Geleve Grice (1922–2004)

Capturing some of the most powerful aspects of African-American life from the mundane to the sublime, Geleve Grice established himself as Arkansas’s most prolific photographer for more than six decades. From his studio in Pine Bluff (Jefferson County), Grice produced thousands of photographs over the years for a variety of special occasions, including weddings, funerals, and school graduations. Although some of his more high profile photographs were featured in national publications, the heart of Grice’s work highlighted the common people and events of southeast Arkansas.

Geleve Grice was born on January 16, 1922, in Tamo (Jefferson County), a small farming town located fifteen miles from Pine Bluff.
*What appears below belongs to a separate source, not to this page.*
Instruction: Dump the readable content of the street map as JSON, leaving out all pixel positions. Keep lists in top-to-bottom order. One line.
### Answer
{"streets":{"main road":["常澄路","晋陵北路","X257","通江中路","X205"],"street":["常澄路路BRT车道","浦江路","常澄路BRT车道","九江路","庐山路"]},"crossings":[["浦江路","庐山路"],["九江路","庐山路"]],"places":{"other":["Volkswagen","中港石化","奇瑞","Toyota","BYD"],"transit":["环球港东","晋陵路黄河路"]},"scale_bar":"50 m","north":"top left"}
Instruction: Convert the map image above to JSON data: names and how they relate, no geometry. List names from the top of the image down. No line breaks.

At the age of thirteen, Grice moved with his parents, Toy and Lillie, to Little Rock (Pulaski County), where he graduated from Dunbar High School in 1942. An accomplished sportsman, Grice made the all-state football team his senior year of high school and later played for a service team during his four-year stint in the Navy. Grice entered the U.S. Navy immediately after graduation in the heat of World War II, eventually serving in the Pacific, where he guarded Japanese prisoners.

Grice began his photography career as a high school senior. L. C. and Daisy Bates, publishers of the Arkansas State Press newspaper, encouraged his journalistic interests by creating a gossip column that featured his images and writings about fellow Dunbar classmates. While in the Navy, Grice was stationed at Great Lakes Naval Air Station in Illinois and went to Chicago on leave, where he took amateur photos of the city’s nightlife, capturing unique images of famous black Americans like Joe Louis, Louis Armstrong, and famed guitarist T-Bone Walker.
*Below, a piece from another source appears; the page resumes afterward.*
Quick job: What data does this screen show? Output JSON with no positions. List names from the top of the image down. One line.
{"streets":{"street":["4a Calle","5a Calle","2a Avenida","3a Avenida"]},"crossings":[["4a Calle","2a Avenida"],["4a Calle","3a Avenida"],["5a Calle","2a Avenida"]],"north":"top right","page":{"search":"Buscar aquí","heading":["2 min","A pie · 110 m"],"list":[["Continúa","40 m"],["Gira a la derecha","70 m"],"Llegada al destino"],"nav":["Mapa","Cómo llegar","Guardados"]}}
After completing his military service on April 23, 1946, Grice enrolled at Arkansas Agricultural, Mechanical, and Normal College (AM&N College), later the University of Arkansas at Pine Bluff (UAPB), and majored in psychology. He also played football for the Golden Lions, served as yearbook photographer, and was eventually hired in 1947 as the campus photographer. In September 1949, Grice married his college sweetheart, Jean Bell of North Little Rock (Pulaski County), a singer who went on to become the first black graduate student in the music department of the University of Arkansas (UA) in Fayetteville (Washington County). They had one son, Michael.

When he graduated in 1950, Grice had already opened the professional photography studio where he would earn his living for the next forty years. He frequently worked outside the studio for the Arkansas State Press and KARK and KTHV television stations. He often ran the sidelines, snapping photos of UAPB Golden Lions football games. Grice’s photos also appeared in such national publications as Ebony, Jet, and Life magazines.

One of the highlights of Grice’s career came while still a college student in 1948, when he was asked to document the integration of the University of Arkansas Law School in Fayetteville. Silas Hunt, accompanied by attorneys Wiley Branton and Harold Flowers, became the first black student to enroll at an all-white Southern university since Reconstruction. Grice was commissioned to document this historic moment on film. There are no other known photographs of this event.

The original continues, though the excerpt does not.